Therapeutic implication of RB1 loss in bladder cancer

Abstract This proposal describes a 5-year research career development program focused on a non-canonical role of RB1 loss in bladder cancer. Dr. Qiang Li is an Assistant Professor of Oncology at Roswell Park Comprehensive Cancer Center in the Department of Urology. The proposal builds on the candidate’s previous experience and

current research projects using genetically engineered mouse models (GEMMs) and organoids. The proposed experiments and training will enable his transition to independence as a physician scientist in bladder cancer translational research. He will be mentored primarily by Dr. David Goodrich. Dr. Goodrich is an expert in RB1

cancer biology, genetically engineered mouse models, acquired drug resistance and cancer cell plasticity. The training plan includes the following goals: (1) Enhance expertise in preclinical cancer modeling (GEMM and organoids); (2) Probe the molecular mechanisms of bladder cancer cellular plasticity and drug resistance; and

(3) Gain expertise in bioinformatic analysis. RB1 mutations are predictive of pathologic response after neoadjuvant chemotherapy in bladder cancer. Other clinical observations suggest that the basal type of bladder cancer is more likely to respond to chemotherapy than the luminal type. However, the biological impact of RB1 loss on molecular subtypes of bladder cancer

pathogenesis and chemotherapy response has not been investigated. Newly discovered features of the RB1 pathway in other cancer types suggest that RB1 loss promotes lineage plasticity and acquired therapy resistance. Thus, we hypothesize that RB1 loss promotes bladder cancer progression, metastasis, and cellular

plasticity (luminal to basal, and therapeutic resistance). We use two transgenic mouse systems (Uroplakin II driven reverse tetracycline trans-activator, TRE-Cre) to investigate the role of RB1 loss in bladder urothelium by facilitating deletion of tumor suppressor genes (Trp53, Pten, Rb1) under control of doxycycline administration.
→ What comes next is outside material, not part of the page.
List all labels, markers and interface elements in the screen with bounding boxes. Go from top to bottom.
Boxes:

We engineered doxycycline inducible triple knockout mice Trp53-/-: Pten-/-: Rb1-/- (referred as TKO) and double knockout mice Trp53-/-: Pten-/- (referred as DKO). We propose the following Specific Aims: (1) Define the function of RB1 loss in accelerating tumor progression, metastasis, and cellular plasticity in bladder cancer GEMMs; (2)
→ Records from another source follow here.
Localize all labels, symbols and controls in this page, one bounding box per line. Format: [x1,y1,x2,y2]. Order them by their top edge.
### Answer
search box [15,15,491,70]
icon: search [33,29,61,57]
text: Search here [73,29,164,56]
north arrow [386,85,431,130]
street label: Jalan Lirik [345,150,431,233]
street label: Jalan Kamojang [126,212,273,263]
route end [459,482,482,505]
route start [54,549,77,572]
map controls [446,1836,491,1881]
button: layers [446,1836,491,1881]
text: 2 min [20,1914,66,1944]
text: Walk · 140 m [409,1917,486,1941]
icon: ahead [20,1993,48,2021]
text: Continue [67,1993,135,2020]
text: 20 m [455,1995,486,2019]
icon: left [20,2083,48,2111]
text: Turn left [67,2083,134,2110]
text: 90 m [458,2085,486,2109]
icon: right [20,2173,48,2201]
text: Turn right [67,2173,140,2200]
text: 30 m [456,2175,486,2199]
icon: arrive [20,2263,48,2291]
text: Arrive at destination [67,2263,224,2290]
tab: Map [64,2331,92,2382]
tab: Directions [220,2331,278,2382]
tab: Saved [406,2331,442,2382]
Dissect the impact of cell-of-origin on bladder tumorigenesis, metastasis and response to chemotherapy in TKO tumors derived from basal cells versus luminal cells. Successful completion of this proposal will allow the candidate to gain valuable technical knowledge and expertise in preclinical modeling of advanced bladder cancer

and further his development as an independent physician scientist. The work will also establish experimental models and analysis pipelines that will provide the foundation for the candidate’s independent research program.